Donald MacJannet was born in 1894 the son of Robert McJannet, a fundamentalist Scottish-born minister, and Irene Waters, of old New England ancestry. Donald was one of five children, but was orphaned at age 15 when his mother became gravely ill. At that time, Donald and his younger sister, Jean, moved to Medford, MA, to live with a family friend. Unfortunately, he soon became the primary supporter of not only his younger sister, but also of the widow with whom they lived.
MacJannet attended Tufts by earning a scholarship and then by working part time as a church janitor and a cookware salesman to pay his expenses. He thrived at Tufts earning a varsity letter in track, singing in the glee club, and taking up French, German, and Latin. When he graduated Phi Beta Kappa in 1916 with a degree in French literature, his classmates elected him the rare honor of serving as both Class Day and Commencement Orator.
MacJannet taught at the St. Albans School in Washington, DC, served as a World War I pilot, and studied at the Sorbonne. His real passion, however, was teaching and in 1924 he founded his first school, the MacJannet School for Young Americans outside Paris. The following year he opened a second school in St. Cloud, France.
In 1925, Donald acquired a piece of land at Angon on Lake Annecy in Haute Savoie where he opened the MacJannet Summer Camps – Camp L’Aiglon for boys and Camp Alouette for girls. These camps catered to the international students attending his Paris Schools and later french children as well. The MacJannets operated the camps from 1925 until 1964, closing them for a brief time during World War II when they used the camps to lodge french war orphans. Hundreds of children attended the MacJannet schools and camps over the years including many prominent figures such as: Prince Phillip and Indira Ghandi.
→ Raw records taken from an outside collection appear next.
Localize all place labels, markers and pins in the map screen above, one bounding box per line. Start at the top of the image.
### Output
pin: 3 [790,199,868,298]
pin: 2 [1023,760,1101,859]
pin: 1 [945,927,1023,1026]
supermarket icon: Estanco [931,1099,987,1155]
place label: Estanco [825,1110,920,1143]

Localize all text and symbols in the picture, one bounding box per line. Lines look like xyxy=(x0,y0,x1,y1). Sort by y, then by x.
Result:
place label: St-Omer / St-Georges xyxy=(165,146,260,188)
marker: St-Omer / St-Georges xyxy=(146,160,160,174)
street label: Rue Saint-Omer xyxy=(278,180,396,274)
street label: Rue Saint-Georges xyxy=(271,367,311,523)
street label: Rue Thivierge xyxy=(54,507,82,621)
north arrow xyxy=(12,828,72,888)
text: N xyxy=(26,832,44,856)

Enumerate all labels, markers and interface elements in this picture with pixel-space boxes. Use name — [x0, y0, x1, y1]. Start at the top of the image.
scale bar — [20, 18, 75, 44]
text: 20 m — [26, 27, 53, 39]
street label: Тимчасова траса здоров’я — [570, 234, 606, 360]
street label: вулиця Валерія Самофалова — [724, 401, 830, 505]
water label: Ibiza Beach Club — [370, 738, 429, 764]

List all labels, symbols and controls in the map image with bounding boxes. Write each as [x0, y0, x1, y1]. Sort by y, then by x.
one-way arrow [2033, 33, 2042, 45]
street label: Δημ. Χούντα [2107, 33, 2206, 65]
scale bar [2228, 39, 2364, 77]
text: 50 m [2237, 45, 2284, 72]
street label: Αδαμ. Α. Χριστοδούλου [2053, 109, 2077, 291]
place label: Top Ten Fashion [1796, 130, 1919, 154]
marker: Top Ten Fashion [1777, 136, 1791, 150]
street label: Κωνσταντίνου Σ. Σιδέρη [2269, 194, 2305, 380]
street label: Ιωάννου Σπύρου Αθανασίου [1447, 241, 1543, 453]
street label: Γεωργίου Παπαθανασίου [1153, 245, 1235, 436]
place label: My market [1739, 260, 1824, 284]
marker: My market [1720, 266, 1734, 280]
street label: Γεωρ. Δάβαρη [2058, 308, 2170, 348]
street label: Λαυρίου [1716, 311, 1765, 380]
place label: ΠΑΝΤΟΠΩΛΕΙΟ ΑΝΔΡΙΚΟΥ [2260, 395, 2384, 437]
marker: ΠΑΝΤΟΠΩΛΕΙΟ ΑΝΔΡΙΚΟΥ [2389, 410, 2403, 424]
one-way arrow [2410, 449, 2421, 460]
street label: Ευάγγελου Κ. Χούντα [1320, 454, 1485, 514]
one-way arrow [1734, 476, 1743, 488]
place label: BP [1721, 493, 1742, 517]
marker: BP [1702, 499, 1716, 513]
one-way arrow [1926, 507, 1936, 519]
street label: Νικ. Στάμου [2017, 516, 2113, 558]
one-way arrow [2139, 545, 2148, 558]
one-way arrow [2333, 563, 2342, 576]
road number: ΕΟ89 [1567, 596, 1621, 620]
MacJannet met and married German-born Charlotte Blensdorf in 1932. Prior to their meeting, Charlotte had started her own school of eurythmics in Sweden after World War I. Eurythmics is a discipline which stresses training in rhythm, music and movement. After hearing Charlotte talk about her school, MacJannet invited her to see his own philosophy of education in operation at his camps, one that placed emphasis on individual achievement, the pursuit of individual interest, tolerance, teamwork and mutual respect. Two months later, the MacJannets were married.
The confluence of philosophies made for a successful camp environment. They were devoted to young people and during World War II the MacJannets fled Europe only after securing the safety of their campers. During the war, they raised money in America and used the camp to house French war orphans, returning in 1952 and continuing to operate the camps until 1964.
In 1958, the MacJannets purchased the Priory at auction, and the couple throughout the 1960s and into the 1970s, used the Priory to house educational sessions, as well as concerts and ecumenical conferences. In 1968, the MacJannets and friends established the MacJannet Foundation to raise funds to help promote cultural exchange and the study of international relations as a positive force for world peace and prosperity. In the early 1970’s, they set up an endowment for an exchange program with the Fletcher School of Law and Diplomacy and the Graduate Institute of International Studies in Geneva to promote international learning.
Because of his strong allegiance to Tufts, he dreamed of seeing it as part of Tufts’ educational mission. On May 27, 1979, French Prime Minister Raymond Barre and a small group of academic, business and government figures joined Tufts President Jean Mayer in inaugurating the Tufts Center for European Studies.